* **Data entries**
--*--

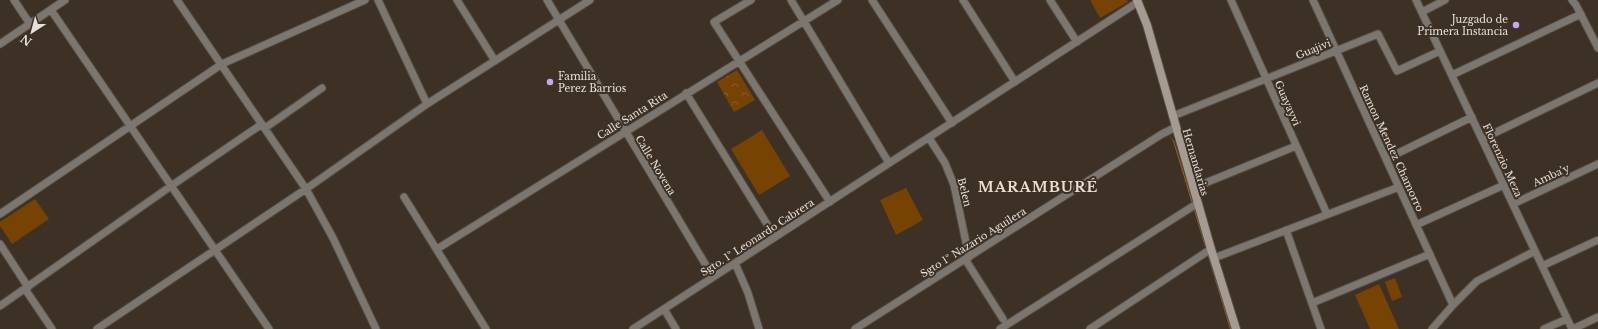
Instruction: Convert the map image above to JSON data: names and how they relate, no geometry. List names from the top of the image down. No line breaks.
{"streets":{"street":["Guajivi","Guayayvi","Calle Santa Rita","Ramon Mendez Chamorro","Florenzio Meza","Hernandarias","Calle Novena","Amba'y","Belen","Sgto. 1º Leonardo Cabrera","Sgto 1º Nazario Aguilera"]},"crossings":[["Guajivi","Guayayvi"],["Guajivi","Ramon Mendez Chamorro"],["Guajivi","Florenzio Meza"],["Guajivi","Hernandarias"],["Calle Santa Rita","Calle Novena"],["Florenzio Meza","Amba'y"],["Hernandarias","Sgto. 1º Leonardo Cabrera"],["Hernandarias","Sgto 1º Nazario Aguilera"],["Calle Novena","Sgto. 1º Leonardo Cabrera"],["Belen","Sgto. 1º Leonardo Cabrera"],["Belen","Sgto 1º Nazario Aguilera"]],"districts":["MARAMBURÉ"],"places":["Juzgado de Primera Instancia","Familia Perez Barrios"],"north":"bottom left"}
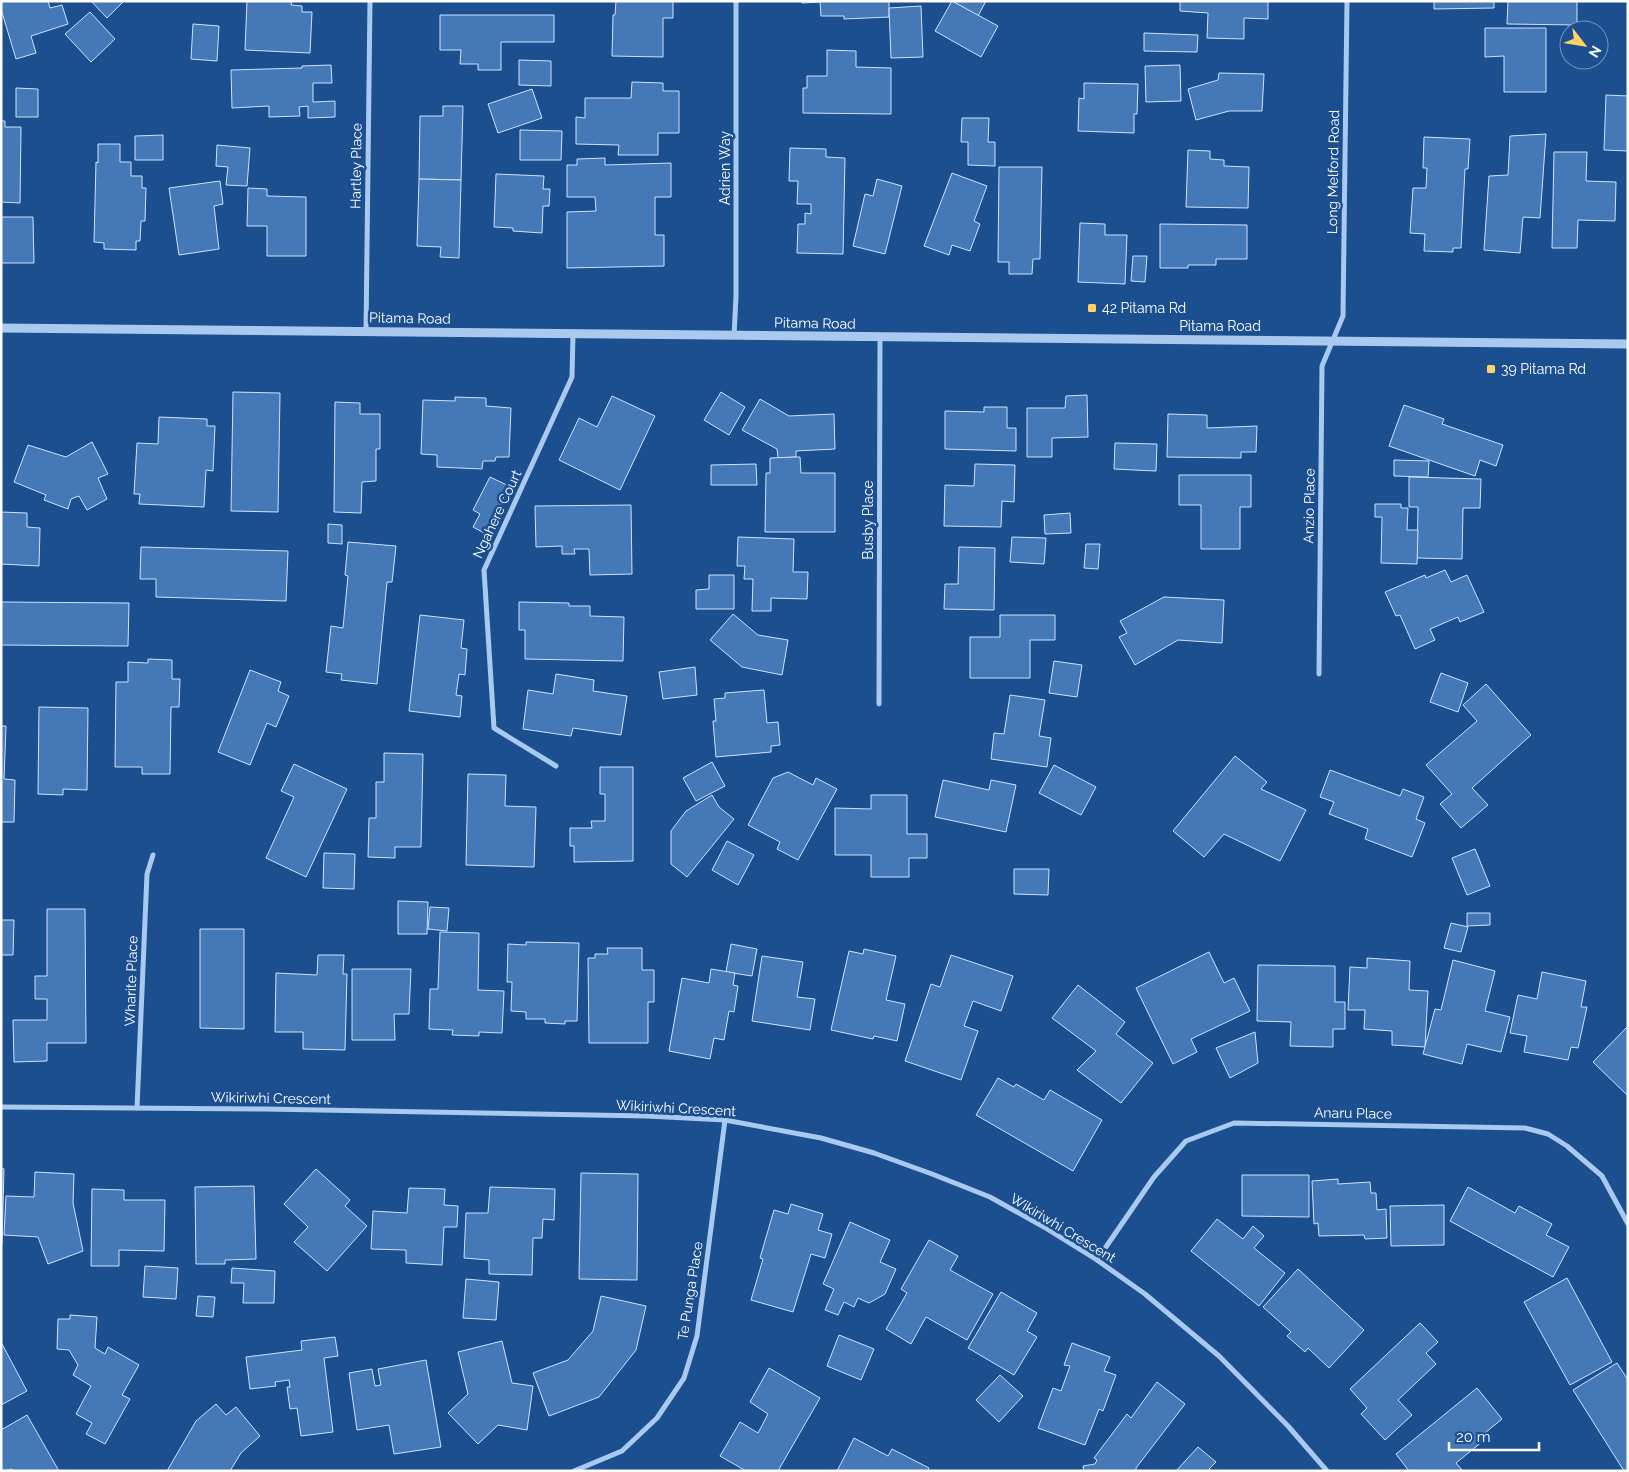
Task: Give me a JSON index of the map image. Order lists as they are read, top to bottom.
{
  "streets": {
    "street": [
      "Hartley Place",
      "Adrien Way",
      "Long Melford Road",
      "Pitama Road",
      "Anzio Place",
      "Ngahere Court",
      "Busby Place",
      "Wharite Place",
      "Wikiriwhi Crescent",
      "Anaru Place",
      "Te Punga Place"
    ]
  },
  "crossings": [
    ["Hartley Place", "Pitama Road"],
    ["Adrien Way", "Pitama Road"],
    ["Long Melford Road", "Pitama Road"],
    ["Long Melford Road", "Anzio Place"],
    ["Pitama Road", "Anzio Place"],
    ["Pitama Road", "Ngahere Court"],
    ["Pitama Road", "Busby Place"],
    ["Wharite Place", "Wikiriwhi Crescent"],
    ["Wikiriwhi Crescent", "Anaru Place"],
    ["Wikiriwhi Crescent", "Te Punga Place"]
  ],
  "places": {
    "transit": ["42 Pitama Rd", "39 Pitama Rd"]
  },
  "scale_bar": "20 m",
  "north": "bottom right"
}
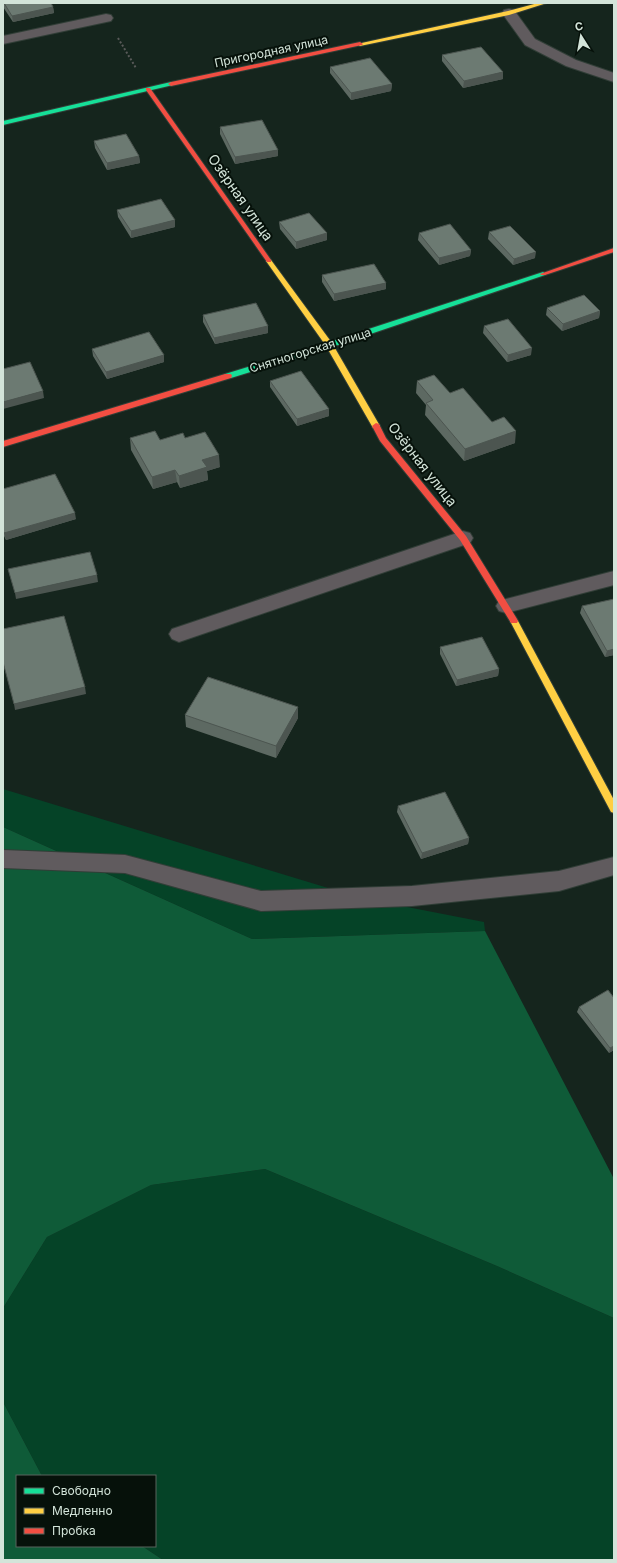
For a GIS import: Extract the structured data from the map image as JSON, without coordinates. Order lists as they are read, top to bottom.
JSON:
{
  "streets": {
    "street": ["Пригородная улица", "Озёрная улица", "Снятногорская улица"]
  },
  "crossings": [
    ["Пригородная улица", "Озёрная улица"],
    ["Озёрная улица", "Снятногорская улица"]
  ],
  "legend": ["Свободно", "Медленно", "Пробка"],
  "north": "top"
}
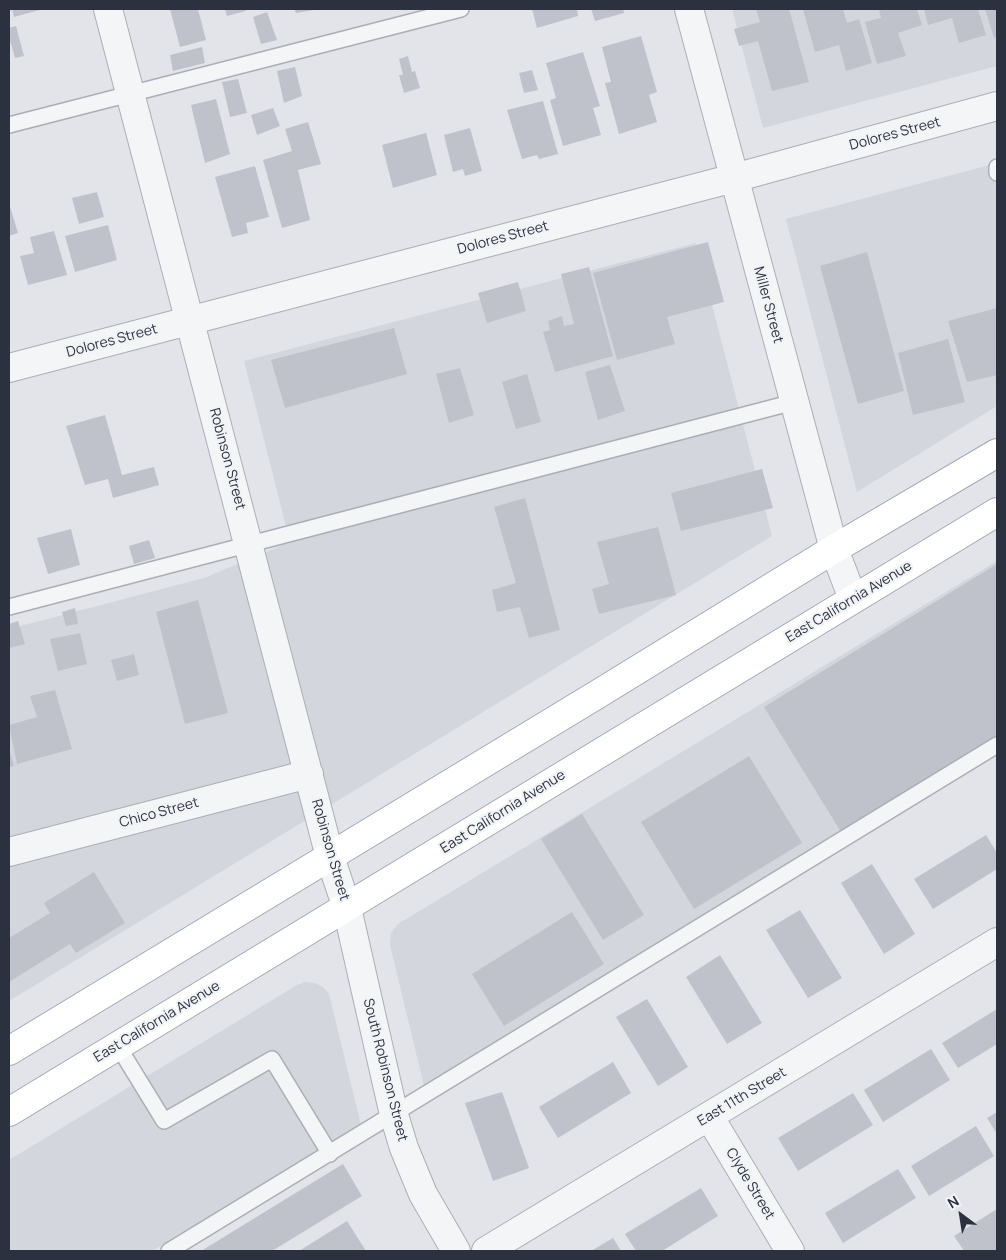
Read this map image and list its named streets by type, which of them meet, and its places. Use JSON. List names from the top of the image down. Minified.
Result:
{"streets":{"main road":["East California Avenue"],"street":["Dolores Street","Miller Street","Robinson Street","Chico Street","South Robinson Street","East 11th Street","Clyde Street"]},"crossings":[["Dolores Street","Miller Street"],["Dolores Street","Robinson Street"],["Miller Street","East California Avenue"],["Robinson Street","East California Avenue"],["Robinson Street","Chico Street"],["Robinson Street","South Robinson Street"],["East California Avenue","South Robinson Street"],["East 11th Street","Clyde Street"]],"north":"top left"}
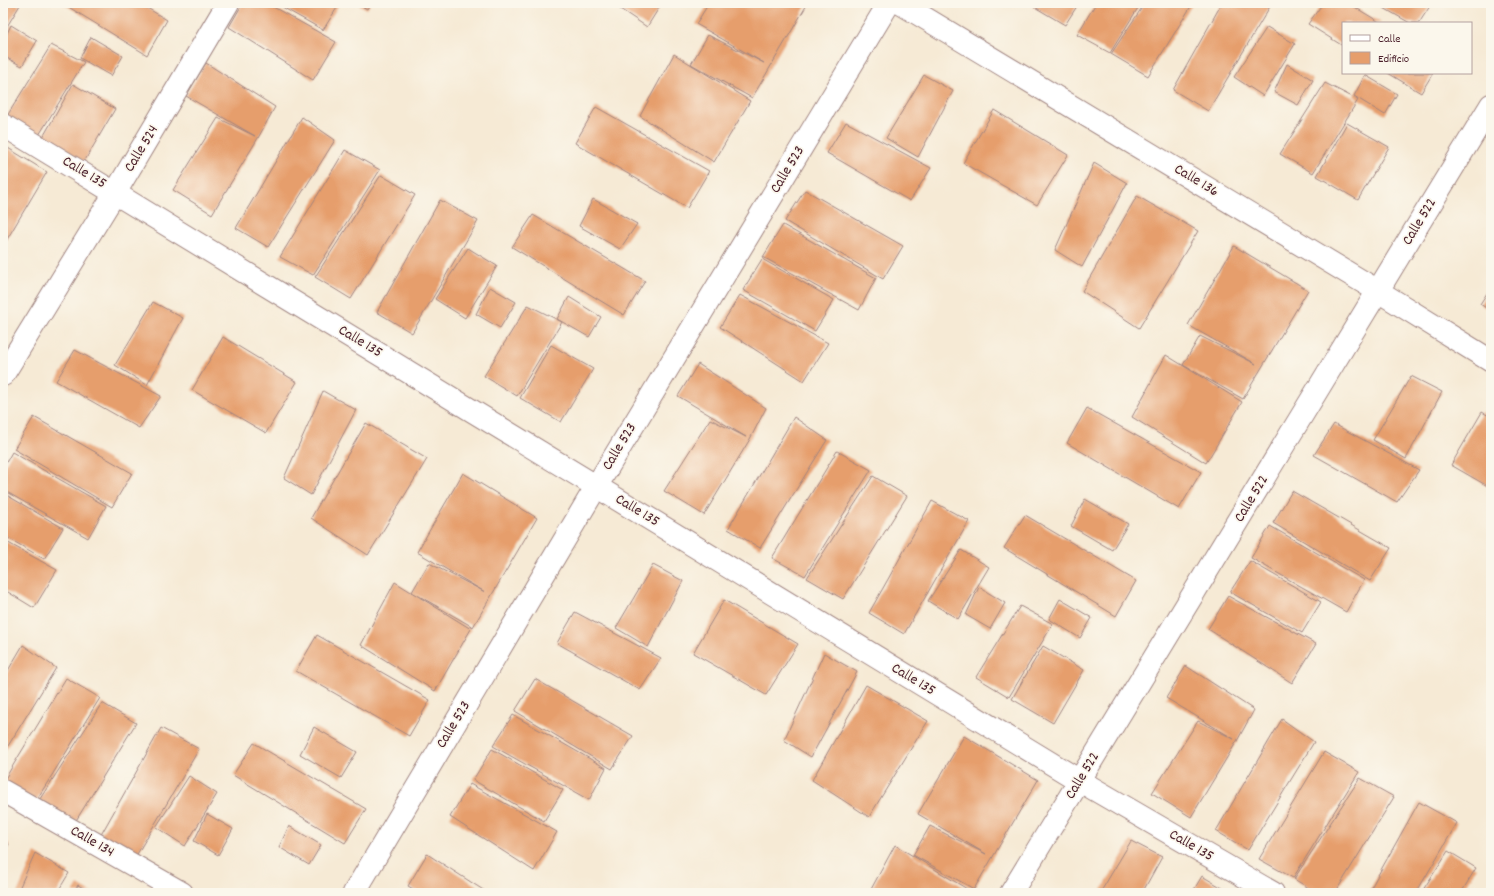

--*--

* **Work to be completed**
Nothing but an exact copy of the data, without pictures, should be returned.

* **Exercise output**
Instruction: Convert the map image above to JSON data: names and how they relate, no geometry. List names from the top of the image down. No line breaks.
{"streets":{"street":["Guajivi","Guayayvi","Calle Santa Rita","Ramon Mendez Chamorro","Florenzio Meza","Hernandarias","Calle Novena","Amba'y","Belen","Sgto. 1º Leonardo Cabrera","Sgto 1º Nazario Aguilera"]},"crossings":[["Guajivi","Guayayvi"],["Guajivi","Ramon Mendez Chamorro"],["Guajivi","Florenzio Meza"],["Guajivi","Hernandarias"],["Calle Santa Rita","Calle Novena"],["Florenzio Meza","Amba'y"],["Hernandarias","Sgto. 1º Leonardo Cabrera"],["Hernandarias","Sgto 1º Nazario Aguilera"],["Calle Novena","Sgto. 1º Leonardo Cabrera"],["Belen","Sgto. 1º Leonardo Cabrera"],["Belen","Sgto 1º Nazario Aguilera"]],"districts":["MARAMBURÉ"],"places":["Juzgado de Primera Instancia","Familia Perez Barrios"],"north":"bottom left"}
Task: Give me a JSON index of the map image. Order lists as they are read, top to bottom.
{
  "streets": {
    "street": [
      "Hartley Place",
      "Adrien Way",
      "Long Melford Road",
      "Pitama Road",
      "Anzio Place",
      "Ngahere Court",
      "Busby Place",
      "Wharite Place",
      "Wikiriwhi Crescent",
      "Anaru Place",
      "Te Punga Place"
    ]
  },
  "crossings": [
    ["Hartley Place", "Pitama Road"],
    ["Adrien Way", "Pitama Road"],
    ["Long Melford Road", "Pitama Road"],
    ["Long Melford Road", "Anzio Place"],
    ["Pitama Road", "Anzio Place"],
    ["Pitama Road", "Ngahere Court"],
    ["Pitama Road", "Busby Place"],
    ["Wharite Place", "Wikiriwhi Crescent"],
    ["Wikiriwhi Crescent", "Anaru Place"],
    ["Wikiriwhi Crescent", "Te Punga Place"]
  ],
  "places": {
    "transit": ["42 Pitama Rd", "39 Pitama Rd"]
  },
  "scale_bar": "20 m",
  "north": "bottom right"
}
For a GIS import: Extract the structured data from the map image as JSON, without coordinates. Order lists as they are read, top to bottom.
JSON:
{
  "streets": {
    "street": ["Пригородная улица", "Озёрная улица", "Снятногорская улица"]
  },
  "crossings": [
    ["Пригородная улица", "Озёрная улица"],
    ["Озёрная улица", "Снятногорская улица"]
  ],
  "legend": ["Свободно", "Медленно", "Пробка"],
  "north": "top"
}
Read this map image and list its named streets by type, which of them meet, and its places. Use JSON. List names from the top of the image down. Minified.
Result:
{"streets":{"main road":["East California Avenue"],"street":["Dolores Street","Miller Street","Robinson Street","Chico Street","South Robinson Street","East 11th Street","Clyde Street"]},"crossings":[["Dolores Street","Miller Street"],["Dolores Street","Robinson Street"],["Miller Street","East California Avenue"],["Robinson Street","East California Avenue"],["Robinson Street","Chico Street"],["Robinson Street","South Robinson Street"],["East California Avenue","South Robinson Street"],["East 11th Street","Clyde Street"]],"north":"top left"}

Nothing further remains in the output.